As one prepares for their first Social Security check and their sixtieth birthday party is only a rapidly fading memory, it’s funny how some things return ones thoughts to their long gone high school days.  Sometimes it’s chatting with an old friend, or watching bits and pieces of “American Graffiti” late at night on Turner Cable Movies.  Sometimes it’s finding a long lost memento from their high school days. 


That’s what happened to me.  A few weeks ago, for some unknown reason I was digging through my old musty, smelly creative writing papers generated over the years in many adult education classes I knew would turn me into the next great American novelist.  Reading those crackling pages, most of which make it exceedingly clear why I never became a professional writer, recreated, rekindled, and awakened moods, feelings, and passions of a life long since buried in the sands of daily existence. 

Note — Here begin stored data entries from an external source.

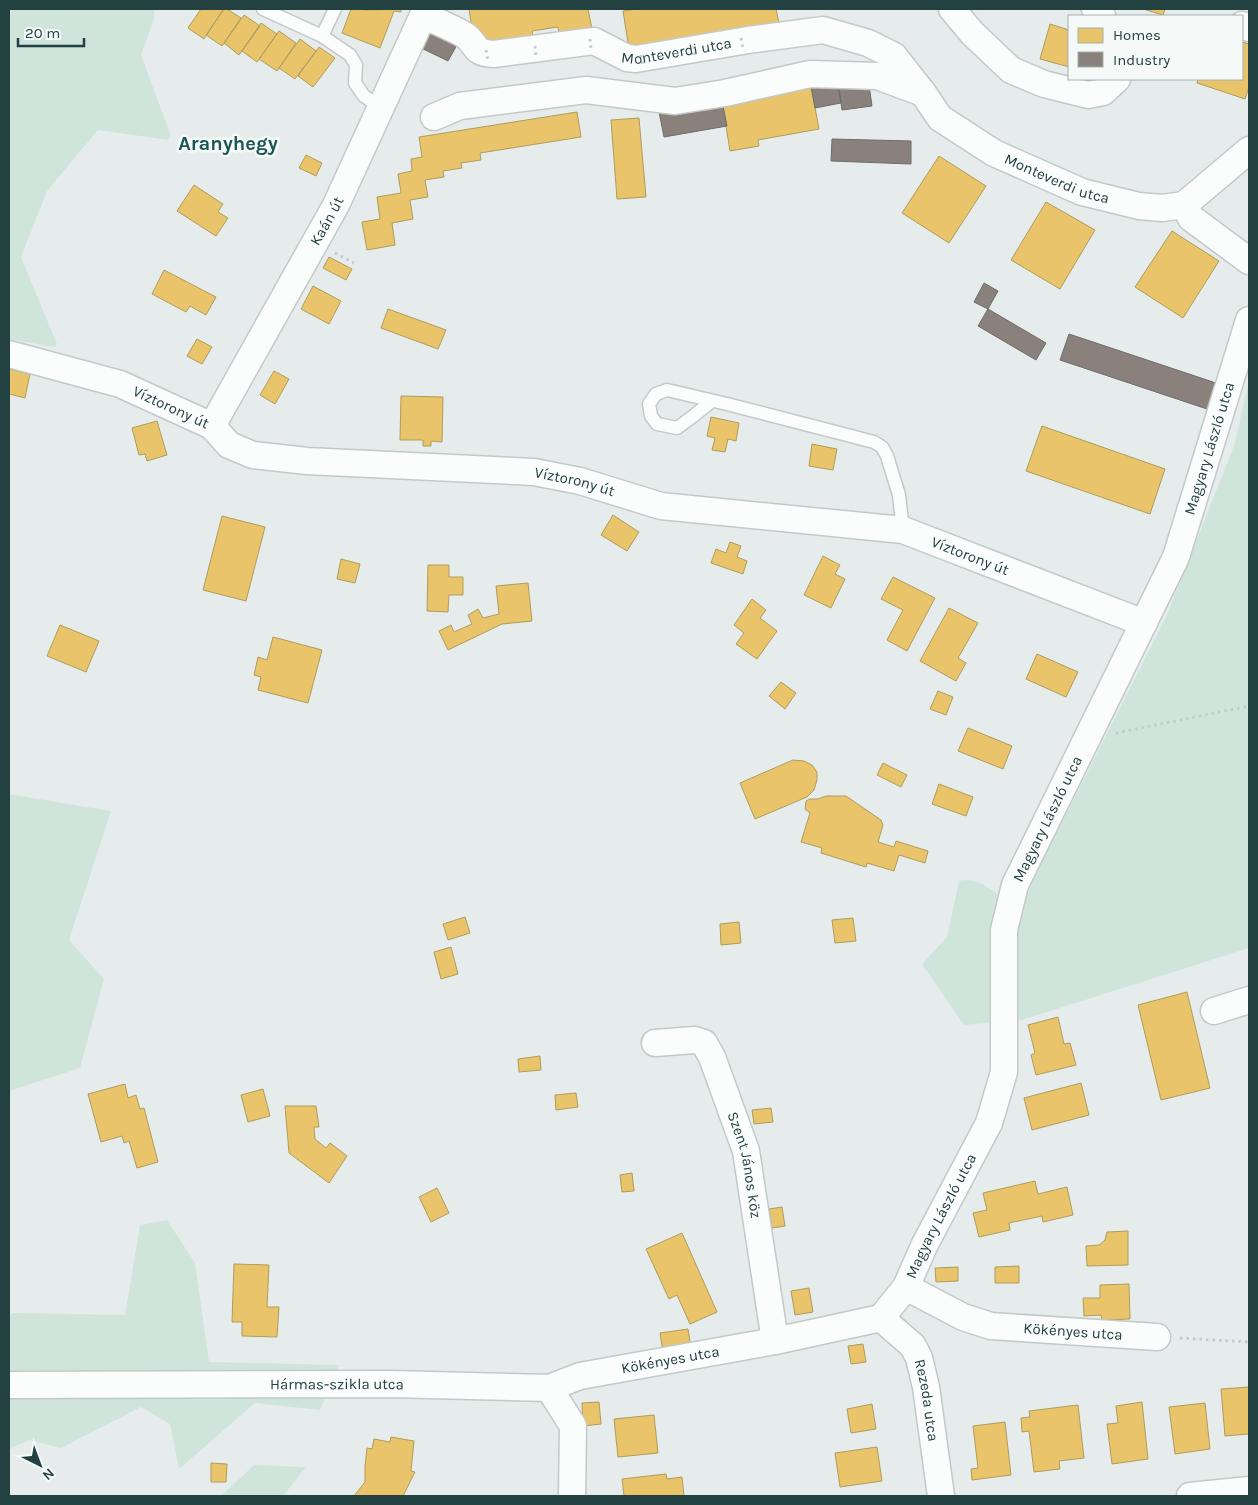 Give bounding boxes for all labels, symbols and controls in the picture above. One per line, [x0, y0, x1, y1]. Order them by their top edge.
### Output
scale bar [18, 15, 84, 47]
legend [1068, 15, 1243, 80]
text: 20 m [25, 24, 60, 42]
text: Homes [1113, 26, 1161, 44]
street label: Monteverdi utca [620, 34, 733, 68]
text: Industry [1113, 51, 1170, 69]
district label: Aranyhegy [178, 132, 278, 155]
street label: Monteverdi utca [1002, 150, 1111, 207]
street label: Kaán út [306, 194, 348, 249]
street label: Magyary László utca [1180, 380, 1238, 517]
street label: Víztorony út [130, 382, 212, 433]
street label: Víztorony út [533, 463, 617, 500]
street label: Víztorony út [929, 533, 1012, 579]
street label: Magyary László utca [1009, 753, 1086, 885]
street label: Szent János köz [724, 1109, 765, 1219]
street label: Magyary László utca [902, 1150, 980, 1281]
street label: Kökényes utca [1023, 1319, 1123, 1344]
street label: Kökényes utca [620, 1342, 721, 1377]
street label: Rezeda utca [911, 1357, 942, 1443]
street label: Hármas-szikla utca [270, 1375, 404, 1393]
north arrow [15, 1440, 65, 1490]
text: N [39, 1465, 58, 1484]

But one piece stood out.  Older than the rest of the pieces, the paper was smaller than the other work.  It was typed on one of those 6x9 sheets of newsprint that was supplied in Miss Ovington’s typing class during my senior year at Paso High.  For all these years, it had been folded neatly and tucked away waiting to be rediscovered.  The newsprint had yellowed, and the creases strained when I opened it, but there it was just as I had written and typed it during that ’60-‘61 school year.  I remember now that it was my attempt to write a sonnet, and I remember it was “Easterburg” and her college-prep English IV class that spiked my interest in the Bard-of-Avon’s favorite form.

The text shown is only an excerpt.